Lavori Consiglio: Interrogazioni su temi d’attualità -1

Presentate da consigliere e consiglieri alla Giunta provinciale, riguardavano il Nuovo codice della strada, apprendimento delle lingue, autobus Malles-Silandro, circonvallazioni di Bolzano, visite fisiatriche, contratto di comparto nella sanità, acquisto di prestazioni sanitarie private, aspettativa con incarico, Solland Sinigo. (continua)

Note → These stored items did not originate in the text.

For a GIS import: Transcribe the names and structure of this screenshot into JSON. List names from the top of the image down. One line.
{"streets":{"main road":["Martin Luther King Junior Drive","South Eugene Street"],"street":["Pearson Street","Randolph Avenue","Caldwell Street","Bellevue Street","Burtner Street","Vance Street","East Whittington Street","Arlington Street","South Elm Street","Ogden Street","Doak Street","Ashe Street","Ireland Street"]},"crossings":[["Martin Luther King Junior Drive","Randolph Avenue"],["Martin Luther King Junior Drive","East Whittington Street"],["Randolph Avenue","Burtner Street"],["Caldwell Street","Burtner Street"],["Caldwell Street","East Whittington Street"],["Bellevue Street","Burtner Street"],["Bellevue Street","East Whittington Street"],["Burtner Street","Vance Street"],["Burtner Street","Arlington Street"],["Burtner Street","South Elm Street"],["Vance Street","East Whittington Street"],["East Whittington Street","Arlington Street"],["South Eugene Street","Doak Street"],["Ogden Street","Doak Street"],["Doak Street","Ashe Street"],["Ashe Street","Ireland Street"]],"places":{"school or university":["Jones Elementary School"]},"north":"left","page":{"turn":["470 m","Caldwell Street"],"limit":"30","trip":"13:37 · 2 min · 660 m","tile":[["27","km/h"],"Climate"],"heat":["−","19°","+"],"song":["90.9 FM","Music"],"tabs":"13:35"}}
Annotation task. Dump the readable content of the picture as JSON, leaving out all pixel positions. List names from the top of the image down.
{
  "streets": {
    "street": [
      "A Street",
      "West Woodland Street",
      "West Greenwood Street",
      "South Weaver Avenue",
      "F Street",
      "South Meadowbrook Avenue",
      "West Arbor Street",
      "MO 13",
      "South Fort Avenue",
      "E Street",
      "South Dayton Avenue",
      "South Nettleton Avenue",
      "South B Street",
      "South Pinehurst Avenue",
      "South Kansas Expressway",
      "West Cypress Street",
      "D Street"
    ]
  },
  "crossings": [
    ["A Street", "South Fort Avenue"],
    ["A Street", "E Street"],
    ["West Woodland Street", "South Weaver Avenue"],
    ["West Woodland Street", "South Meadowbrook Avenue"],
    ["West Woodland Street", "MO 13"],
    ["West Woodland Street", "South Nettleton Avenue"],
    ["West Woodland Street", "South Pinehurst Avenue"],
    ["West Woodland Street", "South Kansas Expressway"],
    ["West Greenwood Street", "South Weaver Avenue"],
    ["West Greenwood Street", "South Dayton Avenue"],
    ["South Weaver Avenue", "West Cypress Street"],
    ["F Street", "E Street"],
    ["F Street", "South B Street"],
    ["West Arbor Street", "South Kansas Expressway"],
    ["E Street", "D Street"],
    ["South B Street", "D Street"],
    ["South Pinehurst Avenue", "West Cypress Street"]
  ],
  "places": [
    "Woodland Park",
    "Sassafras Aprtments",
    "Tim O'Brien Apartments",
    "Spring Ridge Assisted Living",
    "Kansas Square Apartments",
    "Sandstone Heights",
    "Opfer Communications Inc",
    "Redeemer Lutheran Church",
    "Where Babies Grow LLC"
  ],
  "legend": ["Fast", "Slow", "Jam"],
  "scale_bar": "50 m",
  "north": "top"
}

Inaugurando lo spazio delle interrogazioni su tema d’attualità della sessione di lavori di ottobre, Brigitte Foppa (Gruppo Verde) ha ricordato oggi il voto, approvato dal plenum nel gennaio 2016, con cui il Consiglio sollecitava il Parlamento a introdurre nel Nuovo codice della strada, accanto al criterio della sicurezza, anche quelli della salute delle persone e della tutela della natura, chiedendo se i Parlamentari sudtirolesi, cui il voto era stato inoltrato, avevano inserito queste richieste nei loro emendamenti e, in caso contrario, perché no. L’ass. Daniel Alfreider ha sottolineato che i deputati avevano portato questa questione in parlamento giá nel 2016, in modo da regolare meglio il traffico in zone sensibili. Proprio grazie alla collaborazione dei parlamentari a Roma, e precisamente a firma dei colleghi Schullian, Plangger e Rossini, è stato introdotto nel disegno di legge sul Nuovo codice un emendamento che prevede la tutela della salute delle persone e quella dell’ambiente. Si tratta tuttavia solo di una prima bozza tratta in commissione, ma è pur sempre un importante passo avanti. anche la collaborazione col Ministero dell’Ambiente è attualmente molto buona.

L’apprendimento della lingua tedesca in età prescolare è un’opportunità fondamentale per l’approccio alla conoscenza della lingua tedesca: lo ha detto Sandro Repetto (Partito democratico – Liste civiche), facendo riferimento al bando di gara per l’insegnamento della lingua tedesca nella scuola d’infanzia italiana della provincia, vinto da una cooperativa trentina con un ribasso del 10% sul prezzo e la garanzia di personale  con conoscenza della lingua pari ad un livello B2, mentre prima il servizio era offerto da personale di madrelingua. Chiedendone ragione alla Giunta, il consigliere ha domandato anche se la struttura che ha vinto l’appalto ha esperienza specifica nel settore dell’insegnamento delle lingue e cosa chiedeva esattamente il bando. L’ass. Giuliano Vettorato ha risposto che si è deciso di non dare un punteggio aggiuntivo ai madrelingua in quanto sarebbe stato discriminatorio nei confronti degli altri insegnanti, e che è stata richiesta una conoscenza della lingua pari al B2. Le ditte partecipanti erano tenute ad aver fornito nel triennio precedente servizi analoghi per un importo non inferiore ai 30.000 €; la gara a procedura aperta prevedeva sia l’attività didattica che le attività aggiuntive previste, con appalto suddiviso in lotti a seconda della zona: per ciascun lotto erano previsti un referente pedagogico e un determinato staff di docenti.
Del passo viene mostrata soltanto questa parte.